# EXERCISE PROMPT
Please retype the listing below, matching every line exactly.

# GIVEN DATA
****

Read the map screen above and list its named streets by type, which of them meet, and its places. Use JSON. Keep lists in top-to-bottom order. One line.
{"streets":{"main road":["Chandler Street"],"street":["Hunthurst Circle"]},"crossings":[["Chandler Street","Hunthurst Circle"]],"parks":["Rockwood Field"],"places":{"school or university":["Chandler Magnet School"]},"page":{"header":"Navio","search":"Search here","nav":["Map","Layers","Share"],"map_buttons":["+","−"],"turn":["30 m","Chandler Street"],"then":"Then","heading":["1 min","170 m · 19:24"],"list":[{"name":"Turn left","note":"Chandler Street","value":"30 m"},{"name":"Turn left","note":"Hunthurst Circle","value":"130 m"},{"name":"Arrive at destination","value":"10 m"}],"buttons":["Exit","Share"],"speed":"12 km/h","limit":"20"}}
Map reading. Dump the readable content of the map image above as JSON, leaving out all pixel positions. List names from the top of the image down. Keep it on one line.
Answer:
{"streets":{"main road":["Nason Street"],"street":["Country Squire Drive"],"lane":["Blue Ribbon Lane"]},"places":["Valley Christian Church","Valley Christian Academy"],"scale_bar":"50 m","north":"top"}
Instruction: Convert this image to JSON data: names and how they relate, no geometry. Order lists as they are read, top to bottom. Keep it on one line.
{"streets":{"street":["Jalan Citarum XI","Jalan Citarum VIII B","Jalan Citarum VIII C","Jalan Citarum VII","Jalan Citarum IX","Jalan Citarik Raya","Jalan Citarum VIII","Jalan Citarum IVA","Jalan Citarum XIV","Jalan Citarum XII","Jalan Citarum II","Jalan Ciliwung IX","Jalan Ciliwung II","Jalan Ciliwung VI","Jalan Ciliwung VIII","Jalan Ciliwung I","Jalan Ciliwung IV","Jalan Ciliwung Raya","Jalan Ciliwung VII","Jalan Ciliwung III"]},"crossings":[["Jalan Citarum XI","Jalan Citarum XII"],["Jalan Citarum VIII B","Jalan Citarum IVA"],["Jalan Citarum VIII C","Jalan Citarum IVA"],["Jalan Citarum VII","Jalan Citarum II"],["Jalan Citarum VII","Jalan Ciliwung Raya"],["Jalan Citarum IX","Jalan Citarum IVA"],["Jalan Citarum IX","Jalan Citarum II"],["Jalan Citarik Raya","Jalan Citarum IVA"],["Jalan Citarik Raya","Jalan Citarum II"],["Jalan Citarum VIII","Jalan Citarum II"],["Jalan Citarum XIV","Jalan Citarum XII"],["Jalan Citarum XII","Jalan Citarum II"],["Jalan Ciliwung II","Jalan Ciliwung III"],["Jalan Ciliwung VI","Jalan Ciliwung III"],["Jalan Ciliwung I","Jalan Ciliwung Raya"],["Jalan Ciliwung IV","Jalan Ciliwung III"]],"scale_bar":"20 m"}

****

# YOUR SOLUTION
Read the map screen above and list its named streets by type, which of them meet, and its places. Use JSON. Keep lists in top-to-bottom order. One line.
{"streets":{"main road":["Chandler Street"],"street":["Hunthurst Circle"]},"crossings":[["Chandler Street","Hunthurst Circle"]],"parks":["Rockwood Field"],"places":{"school or university":["Chandler Magnet School"]},"page":{"header":"Navio","search":"Search here","nav":["Map","Layers","Share"],"map_buttons":["+","−"],"turn":["30 m","Chandler Street"],"then":"Then","heading":["1 min","170 m · 19:24"],"list":[{"name":"Turn left","note":"Chandler Street","value":"30 m"},{"name":"Turn left","note":"Hunthurst Circle","value":"130 m"},{"name":"Arrive at destination","value":"10 m"}],"buttons":["Exit","Share"],"speed":"12 km/h","limit":"20"}}
Map reading. Dump the readable content of the map image above as JSON, leaving out all pixel positions. List names from the top of the image down. Keep it on one line.
Answer:
{"streets":{"main road":["Nason Street"],"street":["Country Squire Drive"],"lane":["Blue Ribbon Lane"]},"places":["Valley Christian Church","Valley Christian Academy"],"scale_bar":"50 m","north":"top"}
Instruction: Convert this image to JSON data: names and how they relate, no geometry. Order lists as they are read, top to bottom. Keep it on one line.
{"streets":{"street":["Jalan Citarum XI","Jalan Citarum VIII B","Jalan Citarum VIII C","Jalan Citarum VII","Jalan Citarum IX","Jalan Citarik Raya","Jalan Citarum VIII","Jalan Citarum IVA","Jalan Citarum XIV","Jalan Citarum XII","Jalan Citarum II","Jalan Ciliwung IX","Jalan Ciliwung II","Jalan Ciliwung VI","Jalan Ciliwung VIII","Jalan Ciliwung I","Jalan Ciliwung IV","Jalan Ciliwung Raya","Jalan Ciliwung VII","Jalan Ciliwung III"]},"crossings":[["Jalan Citarum XI","Jalan Citarum XII"],["Jalan Citarum VIII B","Jalan Citarum IVA"],["Jalan Citarum VIII C","Jalan Citarum IVA"],["Jalan Citarum VII","Jalan Citarum II"],["Jalan Citarum VII","Jalan Ciliwung Raya"],["Jalan Citarum IX","Jalan Citarum IVA"],["Jalan Citarum IX","Jalan Citarum II"],["Jalan Citarik Raya","Jalan Citarum IVA"],["Jalan Citarik Raya","Jalan Citarum II"],["Jalan Citarum VIII","Jalan Citarum II"],["Jalan Citarum XIV","Jalan Citarum XII"],["Jalan Citarum XII","Jalan Citarum II"],["Jalan Ciliwung II","Jalan Ciliwung III"],["Jalan Ciliwung VI","Jalan Ciliwung III"],["Jalan Ciliwung I","Jalan Ciliwung Raya"],["Jalan Ciliwung IV","Jalan Ciliwung III"]],"scale_bar":"20 m"}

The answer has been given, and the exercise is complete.